DESCRIPTION OF THE TASK:
From the entries below, return exactly the lines beginning at the one that contains "position:relative; width:1141px; height:2208px;" and ending at the one that contains "filter:drop-shadow(0 0 2px", both of them included, and only those lines.

Saved data entries:

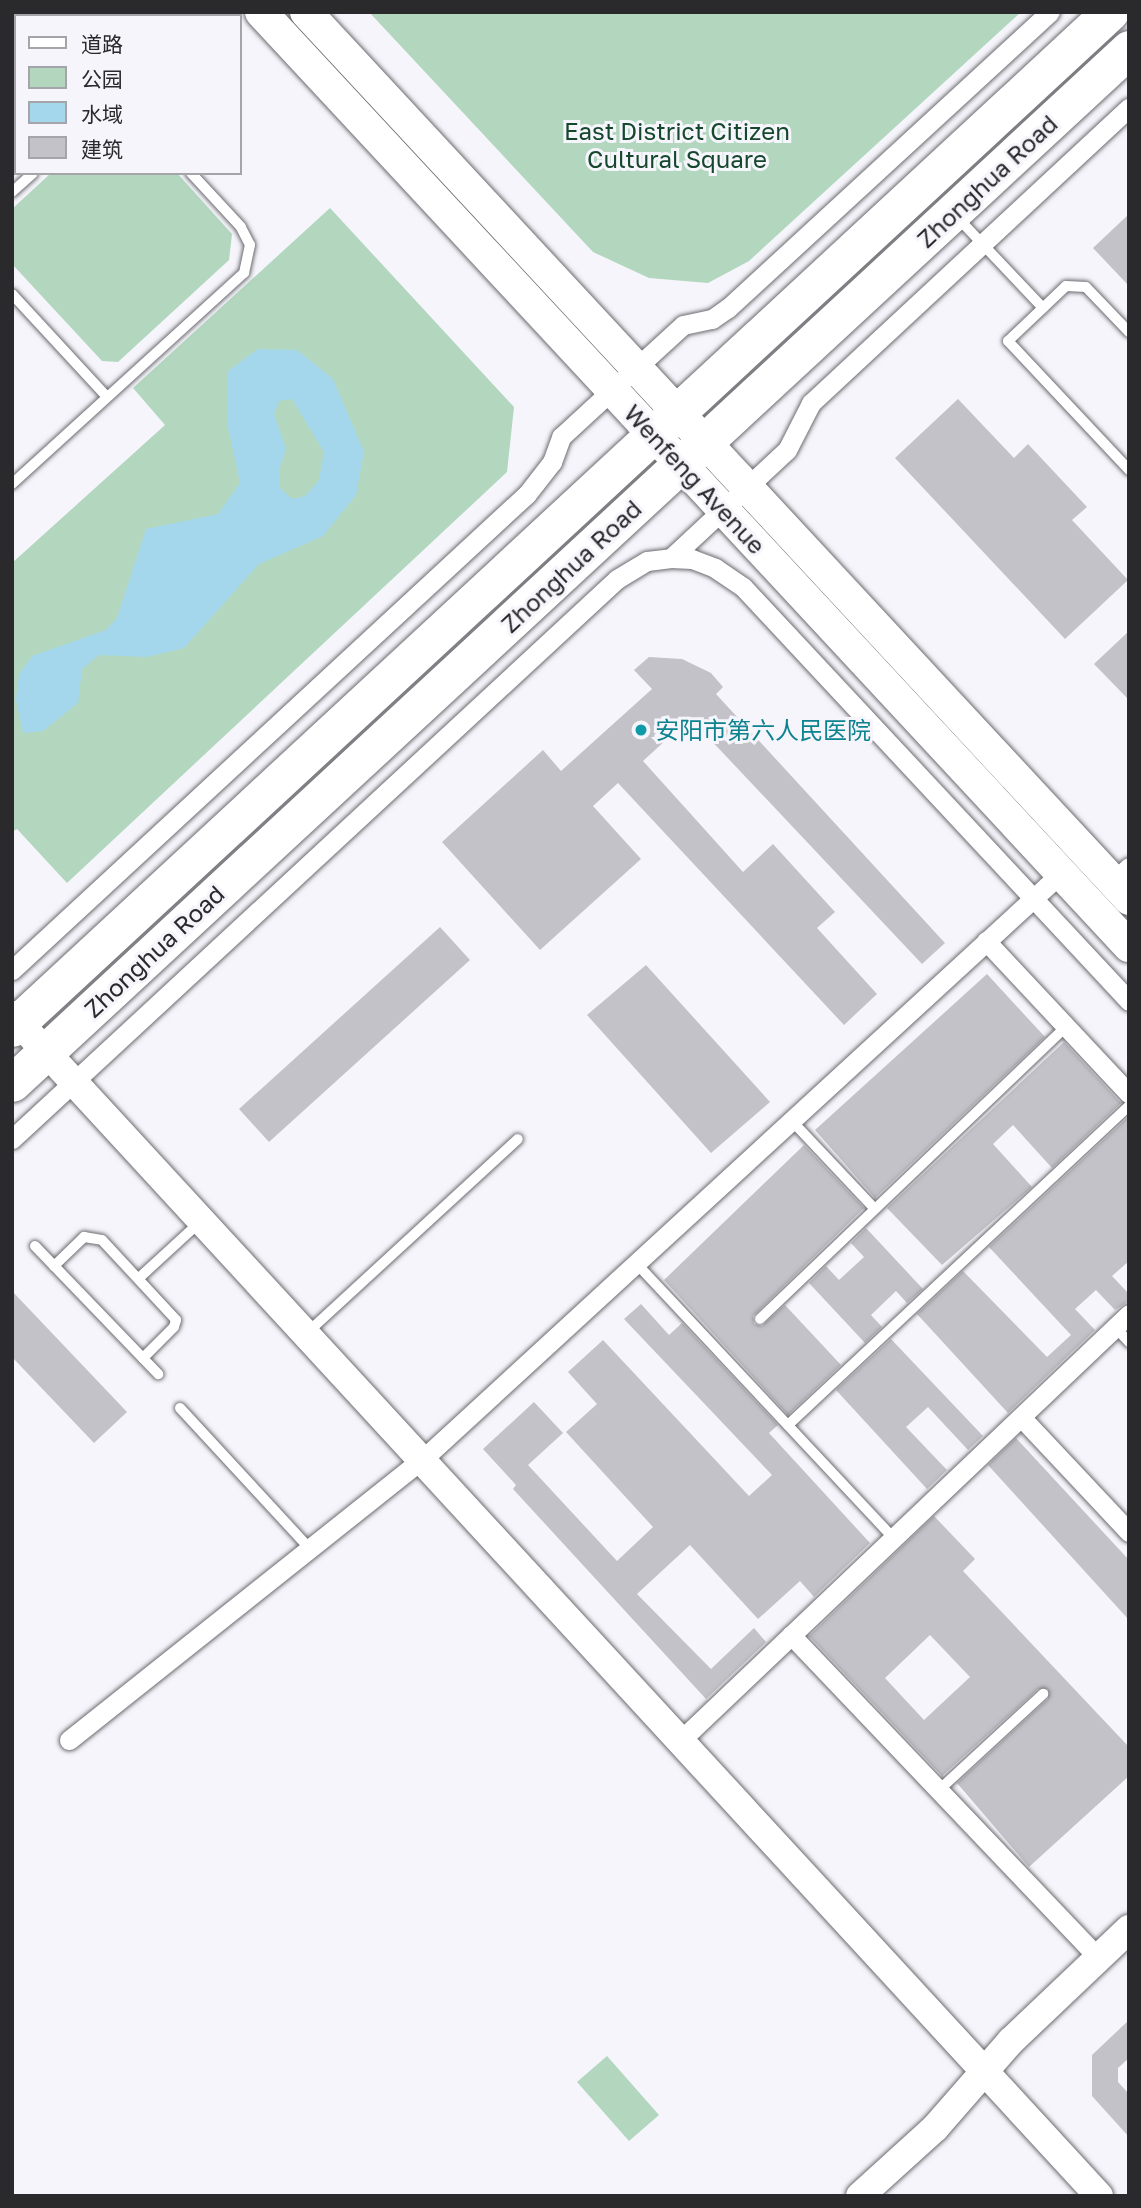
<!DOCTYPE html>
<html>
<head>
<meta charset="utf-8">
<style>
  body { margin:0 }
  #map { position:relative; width:1141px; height:2208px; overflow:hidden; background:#f5f5fb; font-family:"Golos Text","Noto Sans SC",sans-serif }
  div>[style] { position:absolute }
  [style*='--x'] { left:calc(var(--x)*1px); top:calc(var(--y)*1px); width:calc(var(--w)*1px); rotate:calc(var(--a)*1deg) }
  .green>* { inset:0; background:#b2d7be }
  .water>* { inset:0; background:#a5d7ec }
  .building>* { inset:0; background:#c2c2c8 }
  .roads { filter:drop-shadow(0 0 2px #6b6b70) drop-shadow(0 0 2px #6b6b70) }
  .lane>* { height:10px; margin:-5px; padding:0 5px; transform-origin:5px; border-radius:5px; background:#fff }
  .street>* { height:19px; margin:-9.5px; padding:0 9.5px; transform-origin:9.5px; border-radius:9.5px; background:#fff }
  .secondary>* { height:28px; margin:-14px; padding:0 14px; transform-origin:14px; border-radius:14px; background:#fff }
  .primary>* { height:32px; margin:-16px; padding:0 16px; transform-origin:16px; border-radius:16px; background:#fff }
  .highway>* { height:37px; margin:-18.5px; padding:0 18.5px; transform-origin:18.5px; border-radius:18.5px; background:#fff }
  .dots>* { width:19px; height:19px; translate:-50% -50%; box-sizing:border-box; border:4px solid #f5f5fb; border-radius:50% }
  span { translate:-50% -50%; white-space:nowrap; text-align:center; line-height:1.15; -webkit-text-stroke:6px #f5f5fb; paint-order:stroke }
  .park-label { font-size:24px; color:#15472c }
  .street-label { font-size:24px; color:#2a2a2d }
  .culture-label { font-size:24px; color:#0d838f }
  .left { translate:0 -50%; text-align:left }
  .frame { position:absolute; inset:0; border:14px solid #2a2a2d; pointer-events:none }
  .legend { position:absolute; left:14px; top:14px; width:228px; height:161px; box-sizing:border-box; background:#f5f5fb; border:2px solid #a4a4a9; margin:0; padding:9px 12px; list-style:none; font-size:21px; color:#2a2a2d }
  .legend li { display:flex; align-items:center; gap:14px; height:35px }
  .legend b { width:35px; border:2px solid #a4a4a9 }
</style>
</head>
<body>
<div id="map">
  <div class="green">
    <i style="clip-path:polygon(369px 12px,1021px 12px,749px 261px,708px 283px,649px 278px,593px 252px)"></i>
    <i style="clip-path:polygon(12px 18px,16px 163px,12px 166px)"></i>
    <i style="clip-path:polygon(51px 173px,177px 173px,232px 234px,229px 260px,118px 362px,102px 361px,12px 264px,12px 209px)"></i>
    <i style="clip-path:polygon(330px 208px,514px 407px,507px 472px,67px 883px,17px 829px,12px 832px,12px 563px,165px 425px,133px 388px)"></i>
    <i style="clip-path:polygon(607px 2056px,659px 2115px,629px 2141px,577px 2082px)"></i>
  </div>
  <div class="water">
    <i style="clip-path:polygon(evenodd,258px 349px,297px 350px,333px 379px,364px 452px,356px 495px,323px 536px,259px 564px,184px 648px,147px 657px,99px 655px,82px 669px,78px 703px,43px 731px,23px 733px,16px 700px,19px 674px,32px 656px,106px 630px,117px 618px,146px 529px,218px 514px,240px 483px,227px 423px,228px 371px,258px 349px,292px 399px,324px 452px,319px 480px,305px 496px,292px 499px,280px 488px,280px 467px,286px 449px,274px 414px,279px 401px,292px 399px)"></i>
  </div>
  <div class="building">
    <i style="clip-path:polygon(1129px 214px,1129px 286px,1093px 248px)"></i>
    <i style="clip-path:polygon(958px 399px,1014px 458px,1028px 444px,1087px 507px,1072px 520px,1128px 580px,1065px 639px,895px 458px)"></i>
    <i style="clip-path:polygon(1129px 631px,1129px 700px,1094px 664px)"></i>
    <i style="clip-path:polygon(649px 657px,682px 659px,711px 673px,723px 687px,716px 694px,945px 943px,922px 964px,690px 718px,643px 761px,743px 872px,773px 844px,835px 912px,817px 928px,877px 994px,844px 1025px,618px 783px,593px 806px,641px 859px,540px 950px,442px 842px,543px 750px,561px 771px,652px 689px,634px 670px)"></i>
    <i style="clip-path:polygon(440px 927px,470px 960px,269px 1142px,239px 1109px)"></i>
    <i style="clip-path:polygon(646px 965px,770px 1102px,711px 1153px,587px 1015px)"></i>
    <i style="clip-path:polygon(987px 974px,1045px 1037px,875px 1198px,815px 1130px)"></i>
    <i style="clip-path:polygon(1064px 1042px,1121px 1103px,1052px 1168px,1013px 1125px,993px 1144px,1032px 1187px,942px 1265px,887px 1208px)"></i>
    <i style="clip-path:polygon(1129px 1116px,1129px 1261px,1112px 1276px,1129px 1294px,1129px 1301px,1115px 1310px,1096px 1290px,1075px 1309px,1095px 1330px,1008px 1413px,917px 1314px,963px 1271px,1047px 1357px,1071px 1335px,989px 1247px)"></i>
    <i style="clip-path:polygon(804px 1145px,864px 1208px,753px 1316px,754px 1324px,762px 1326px,785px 1305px,841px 1365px,788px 1415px,664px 1280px)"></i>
    <i style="clip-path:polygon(866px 1228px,923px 1289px,907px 1303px,896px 1291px,871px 1315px,882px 1327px,865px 1343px,809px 1283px,826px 1266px,839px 1280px,864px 1257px,851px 1243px)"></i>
    <i style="clip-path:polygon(12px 1291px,127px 1412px,94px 1443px,12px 1357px)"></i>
    <i style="clip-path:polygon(641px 1304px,669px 1335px,682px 1323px,778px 1425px,769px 1433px,870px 1543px,814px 1597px,800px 1581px,758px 1619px,690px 1545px,637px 1594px,711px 1669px,754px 1628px,766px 1642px,706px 1699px,513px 1489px,516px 1485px,483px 1449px,534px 1402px,563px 1433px,528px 1465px,617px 1561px,653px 1527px,566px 1432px,597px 1404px,568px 1372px,603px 1340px,749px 1496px,772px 1475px,624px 1319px)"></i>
    <i style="clip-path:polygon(891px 1339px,983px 1436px,968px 1450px,928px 1407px,906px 1427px,947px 1470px,927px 1489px,836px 1390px)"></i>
    <i style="clip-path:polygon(1016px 1438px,1129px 1560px,1129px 1620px,988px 1465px)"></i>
    <i style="clip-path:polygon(evenodd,934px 1516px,975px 1559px,963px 1571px,1129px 1747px,1129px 1776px,1029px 1867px,957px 1783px,1048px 1699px,1048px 1689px,1038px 1689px,942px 1776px,809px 1636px,934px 1516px,930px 1635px,970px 1677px,924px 1720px,885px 1678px,930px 1635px)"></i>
    <i style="clip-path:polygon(1129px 2020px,1129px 2058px,1118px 2068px,1118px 2082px,1129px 2094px,1129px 2137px,1092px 2096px,1092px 2055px)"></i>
  </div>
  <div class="roads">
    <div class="lane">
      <i style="--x:44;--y:12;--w:5;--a:53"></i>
      <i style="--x:94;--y:16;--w:5;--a:-53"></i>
      <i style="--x:12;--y:192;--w:28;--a:-42"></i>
      <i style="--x:957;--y:217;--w:125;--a:46.6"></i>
      <i style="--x:12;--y:294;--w:140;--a:47.3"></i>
      <i style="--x:1129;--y:332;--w:62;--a:-133.7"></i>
      <i style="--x:1086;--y:287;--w:20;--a:-177"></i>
      <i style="--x:1066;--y:286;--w:80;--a:136.5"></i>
      <i style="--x:1008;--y:341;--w:177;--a:46.8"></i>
      <i style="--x:12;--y:484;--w:314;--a:-42.3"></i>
      <i style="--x:244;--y:273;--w:29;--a:-78"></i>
      <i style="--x:250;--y:245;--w:20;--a:-117"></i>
      <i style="--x:241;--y:227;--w:74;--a:-132.8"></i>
      <i style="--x:791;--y:1120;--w:122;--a:46.7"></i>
      <i style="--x:35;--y:1246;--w:178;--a:46.1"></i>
      <i style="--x:636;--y:1263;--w:376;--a:46.9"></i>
      <i style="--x:54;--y:1266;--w:42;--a:-44"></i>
      <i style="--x:84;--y:1237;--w:18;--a:9"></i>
      <i style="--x:102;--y:1240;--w:109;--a:47.2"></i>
      <i style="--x:176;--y:1320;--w:7;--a:106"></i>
      <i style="--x:174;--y:1327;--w:44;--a:135"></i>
      <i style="--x:139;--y:1278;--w:83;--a:-42.6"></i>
      <i style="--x:760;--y:1319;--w:423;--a:-43.7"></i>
      <i style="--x:1115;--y:1327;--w:21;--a:47"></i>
      <i style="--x:308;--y:1332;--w:285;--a:-42.6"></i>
      <i style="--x:180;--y:1408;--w:192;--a:47.3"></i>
      <i style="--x:788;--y:1425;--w:467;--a:-43.1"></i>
      <i style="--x:939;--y:1790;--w:142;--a:-42.7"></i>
    </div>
    <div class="street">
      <i style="--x:671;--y:558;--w:21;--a:3"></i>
      <i style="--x:692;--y:559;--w:25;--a:21"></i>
      <i style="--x:715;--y:568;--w:34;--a:34"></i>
      <i style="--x:743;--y:587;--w:566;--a:47"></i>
      <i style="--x:1113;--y:882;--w:22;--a:-43"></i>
      <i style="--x:986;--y:941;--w:209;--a:46.9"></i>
      <i style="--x:12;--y:970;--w:701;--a:-42.75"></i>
      <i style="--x:527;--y:494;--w:41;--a:-52"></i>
      <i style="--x:552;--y:462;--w:27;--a:-70"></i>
      <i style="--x:561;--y:437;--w:69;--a:-42.7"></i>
      <i style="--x:612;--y:390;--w:96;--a:-42.5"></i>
      <i style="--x:683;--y:325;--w:30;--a:-12"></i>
      <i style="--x:712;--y:319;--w:19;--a:-35"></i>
      <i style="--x:728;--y:308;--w:437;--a:-42.6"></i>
      <i style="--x:12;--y:1139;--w:824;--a:-42.79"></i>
      <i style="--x:617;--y:579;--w:35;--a:-31"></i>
      <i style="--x:647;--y:561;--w:24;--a:-7"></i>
      <i style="--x:671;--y:558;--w:158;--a:-43"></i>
      <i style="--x:787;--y:450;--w:53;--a:-62.9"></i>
      <i style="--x:811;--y:403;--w:434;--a:-42.9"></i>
      <i style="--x:1021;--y:1417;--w:158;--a:46.8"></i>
      <i style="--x:791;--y:1635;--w:446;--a:46.4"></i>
      <i style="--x:682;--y:1739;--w:617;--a:-43.55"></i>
      <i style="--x:69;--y:1740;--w:453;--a:-38.5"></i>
      <i style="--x:424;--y:1458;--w:865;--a:-42.56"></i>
    </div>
    <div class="secondary">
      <i style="--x:12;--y:1015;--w:1605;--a:47.37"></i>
      <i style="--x:860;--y:2196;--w:101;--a:-42.2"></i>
      <i style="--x:935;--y:2128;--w:116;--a:-48.9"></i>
      <i style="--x:1011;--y:2041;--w:163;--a:-43.5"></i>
    </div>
    <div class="primary">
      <i style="--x:261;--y:12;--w:1275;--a:47.1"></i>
      <i style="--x:306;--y:12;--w:1210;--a:47.14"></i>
    </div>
    <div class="highway">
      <i style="--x:12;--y:1028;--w:1496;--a:-42.78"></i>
      <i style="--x:12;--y:1083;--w:1522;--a:-42.79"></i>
    </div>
  </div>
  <div class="dots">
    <i style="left:641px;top:730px;background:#0f9aa8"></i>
  </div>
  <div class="park-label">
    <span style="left:677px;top:145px">East District Citizen<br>Cultural Square</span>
  </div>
  <div class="street-label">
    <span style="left:987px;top:181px;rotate:-43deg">Zhonghua Road</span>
    <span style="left:695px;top:479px;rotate:47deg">Wenfeng Avenue</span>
    <span style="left:571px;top:566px;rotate:-43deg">Zhonghua Road</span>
    <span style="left:154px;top:951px;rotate:-43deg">Zhonghua Road</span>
  </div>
  <div class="culture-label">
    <span class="left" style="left:655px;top:730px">安阳市第六人民医院</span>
  </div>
  <div class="frame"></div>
  <ul class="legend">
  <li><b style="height:9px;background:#fff"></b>道路</li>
  <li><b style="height:19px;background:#b2d7be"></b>公园</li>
  <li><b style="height:19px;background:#a5d7ec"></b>水域</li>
  <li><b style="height:19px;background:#c2c2c8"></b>建筑</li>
  </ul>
</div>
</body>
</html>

TASK OUTPUT:
  #map { position:relative; width:1141px; height:2208px; overflow:hidden; background:#f5f5fb; font-family:"Golos Text","Noto Sans SC",sans-serif }
  div>[style] { position:absolute }
  [style*='--x'] { left:calc(var(--x)*1px); top:calc(var(--y)*1px); width:calc(var(--w)*1px); rotate:calc(var(--a)*1deg) }
  .green>* { inset:0; background:#b2d7be }
  .water>* { inset:0; background:#a5d7ec }
  .building>* { inset:0; background:#c2c2c8 }
  .roads { filter:drop-shadow(0 0 2px #6b6b70) drop-shadow(0 0 2px #6b6b70) }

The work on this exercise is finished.